About this exercise: Go through the listing below. Copy each line that has the string "down".

Input material:
= = = =
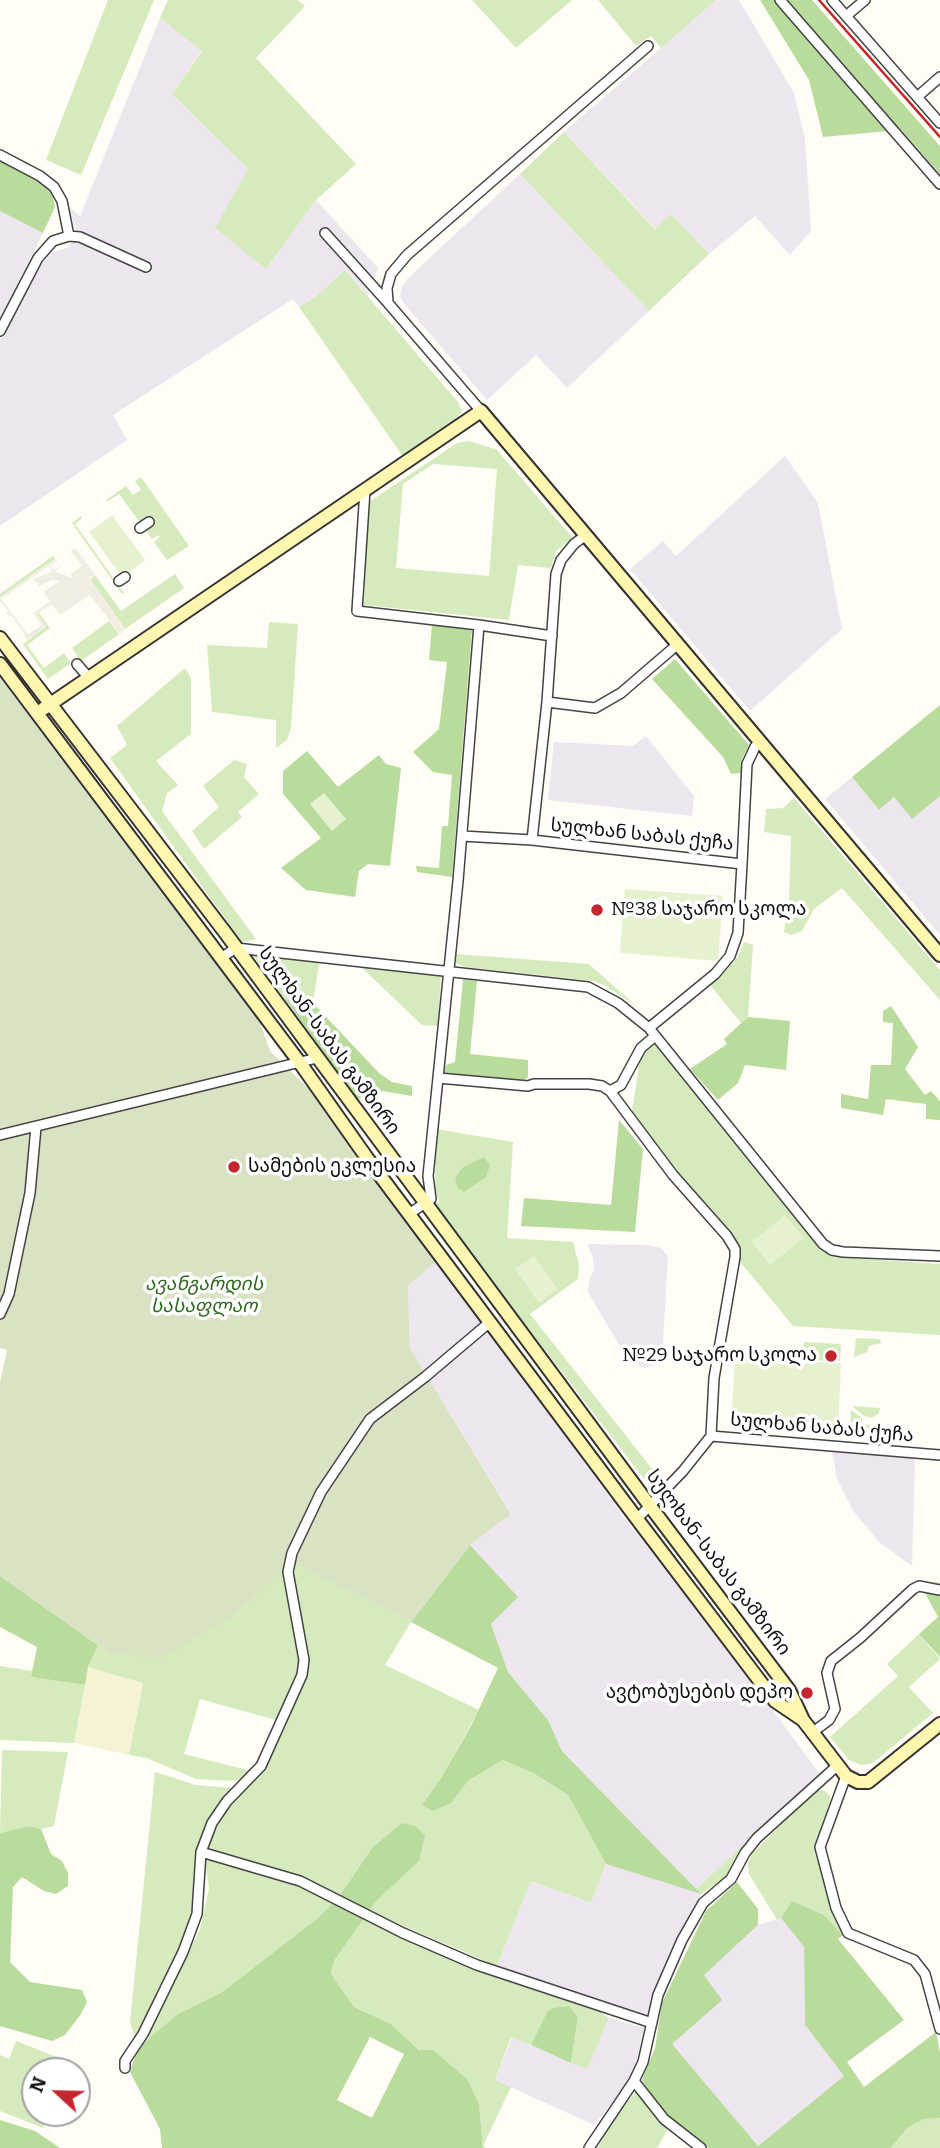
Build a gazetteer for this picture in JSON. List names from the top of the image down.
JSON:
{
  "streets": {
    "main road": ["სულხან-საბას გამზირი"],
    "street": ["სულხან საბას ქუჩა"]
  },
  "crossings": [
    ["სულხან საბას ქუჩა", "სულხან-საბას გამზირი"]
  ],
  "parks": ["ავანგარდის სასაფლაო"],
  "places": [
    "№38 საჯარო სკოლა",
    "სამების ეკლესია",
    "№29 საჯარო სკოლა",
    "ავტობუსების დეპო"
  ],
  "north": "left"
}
= = = =
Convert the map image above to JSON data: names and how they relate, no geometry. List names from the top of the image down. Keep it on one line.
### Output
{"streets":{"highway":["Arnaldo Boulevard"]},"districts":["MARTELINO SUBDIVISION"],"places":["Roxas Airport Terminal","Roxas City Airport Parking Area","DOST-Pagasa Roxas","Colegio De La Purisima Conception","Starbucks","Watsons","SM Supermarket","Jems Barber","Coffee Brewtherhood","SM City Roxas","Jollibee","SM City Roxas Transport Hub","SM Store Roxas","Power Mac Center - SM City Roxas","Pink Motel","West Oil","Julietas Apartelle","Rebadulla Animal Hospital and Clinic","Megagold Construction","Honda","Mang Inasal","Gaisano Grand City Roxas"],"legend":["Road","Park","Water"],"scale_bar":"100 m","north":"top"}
= = = =
Exercise solution:
Build a gazetteer for this picture in JSON. List names from the top of the image down.
Convert the map image above to JSON data: names and how they relate, no geometry. List names from the top of the image down. Keep it on one line.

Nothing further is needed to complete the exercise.